It is essentially an attempt to present a historical account of Mohammed and the early history of Islam, as opposed to the idealized version subsequently enshrined in the religion that was founded in the name of the prophet. In order to achieve this, the author traces the development of the three major religions of antiquity - Christianity, Judaism and the Zoroastrianism of the Sassanian Persian empire. This forms the essential context for explaining the rapid spread of Islam on the back of the Arab conquest of the ancient east early in the seventh century. He describes how some form of monotheism was by this time already pervasive in most of what we call the middle east. And this did not exclude the Arabs; thousands had moved north, where they could make a profitable living, policing the borders of both Byzantine and Sassanian empires as mercenaries, and where at the same time they were likely to have been influenced by the winds of monotheism. Crucially, he presents compelling arguments why Mecca - a thousand miles south in the middle of the Arabian Desert - could not have been the flourishing entrepot and major pre-Islamic religious center which Muslim tradition (although not the Qu'ran) would have it. Instead, he locates the place from which the prophet migrated to Medina and then returned to in triumph as somewhere on the Palestinian/Syrian border - perhaps even Mamre, where Abraham - the father of the Arabs as well as of the Jews, had pitched his tent beside a Terebinth tree. It was not until half a century after Mohammed's death, that the non-exclusive community of "believers" that he had founded was transformed into Islam, "submission" , by Abd al Malek the Caliph of the Umayyad dynasty. Just as the Byzantine emperors had felt the need to stamp out different versions of Christianity and impose an orthodoxy on all their subjects, and just as the Rabbis of the Talmud labored to define minutely every aspect of Jewish life, so the leader of the first Arab empire needed to establish a defining central orthodoxy for his huge and diverse realm. That orthodoxy was Islam, a religion exclusively for the Arab conquerors, whose holy language was Arabic, and whose geographical origins were deep in Arabia.

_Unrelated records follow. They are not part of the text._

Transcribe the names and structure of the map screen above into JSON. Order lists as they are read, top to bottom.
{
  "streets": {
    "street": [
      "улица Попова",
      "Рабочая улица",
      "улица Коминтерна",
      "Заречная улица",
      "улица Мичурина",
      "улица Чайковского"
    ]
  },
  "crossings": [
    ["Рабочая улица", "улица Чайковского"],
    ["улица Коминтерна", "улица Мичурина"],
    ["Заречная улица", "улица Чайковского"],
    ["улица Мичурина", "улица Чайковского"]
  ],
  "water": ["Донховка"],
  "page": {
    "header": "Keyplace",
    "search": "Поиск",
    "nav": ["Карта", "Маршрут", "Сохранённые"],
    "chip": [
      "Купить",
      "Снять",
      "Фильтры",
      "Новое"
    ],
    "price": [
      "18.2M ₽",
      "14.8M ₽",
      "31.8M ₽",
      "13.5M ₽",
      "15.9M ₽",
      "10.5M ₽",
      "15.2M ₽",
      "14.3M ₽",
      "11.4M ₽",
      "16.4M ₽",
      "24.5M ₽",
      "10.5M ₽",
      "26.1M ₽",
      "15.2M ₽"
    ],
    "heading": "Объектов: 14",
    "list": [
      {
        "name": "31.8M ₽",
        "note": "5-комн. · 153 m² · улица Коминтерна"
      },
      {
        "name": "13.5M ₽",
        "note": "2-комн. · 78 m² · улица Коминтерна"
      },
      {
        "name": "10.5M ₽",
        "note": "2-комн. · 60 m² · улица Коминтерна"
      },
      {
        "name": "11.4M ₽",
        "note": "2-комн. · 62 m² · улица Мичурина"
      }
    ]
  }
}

The book eventually achieves its objective - but the road is long and winding. Some examples: The third chapter "New Rome" - although harking back to the origins of Rome - is essentially a narrative about Constantinople and the Byzantine Empire. How is it possible to get 28 pages into such a narrative before the word "Christian" occurs? Apparently - as far as the story so far is concerned - Constantine's only significant achievement was moving the seat of empire to Byzantium. Then there are pages of panegyrics about Justinian's efforts to codify Roman law, but nothing about his ecclesiastical policies or his success in recapturing the lands of the western empire overrun by the barbarians in the previous century. The next section of this chapter swoops back in time to recap the growth of Christianity, Constantine's role in its establishment as the religion of the Roman state, and eventually Justinian too. Judaism gets a similar switchback treatment; starting with the Talmudic academies in 6th century Babylon, we flash back to Edessa where Jewish and Christian identities were being fought over in the 3rd century, and finally - in a chapter entitled "The Children of Abraham", which leads with six pages on Christian monastics and pilgrims - we get a potted history of the Jews from the time of Abraham up to the "present". i.e. 6th century Palestine.

The scholarship, in as much as I am qualified to judge it, is impeccable. The voluminous chapter notes are evidence of the thoroughness of Holland's research and the comprehensiveness of his sources. His reference to the marginal role of the rabbis until the 6th century, when they firmly established themselves as the leaders of the community and teachers of Jewish Law, is an example of how his narrative reflects recent state-of-the-art scholarship. His sources on Islam seem to include the most recent critical studies by Ibn Warraq and Fred Donner and others I am not familiar with.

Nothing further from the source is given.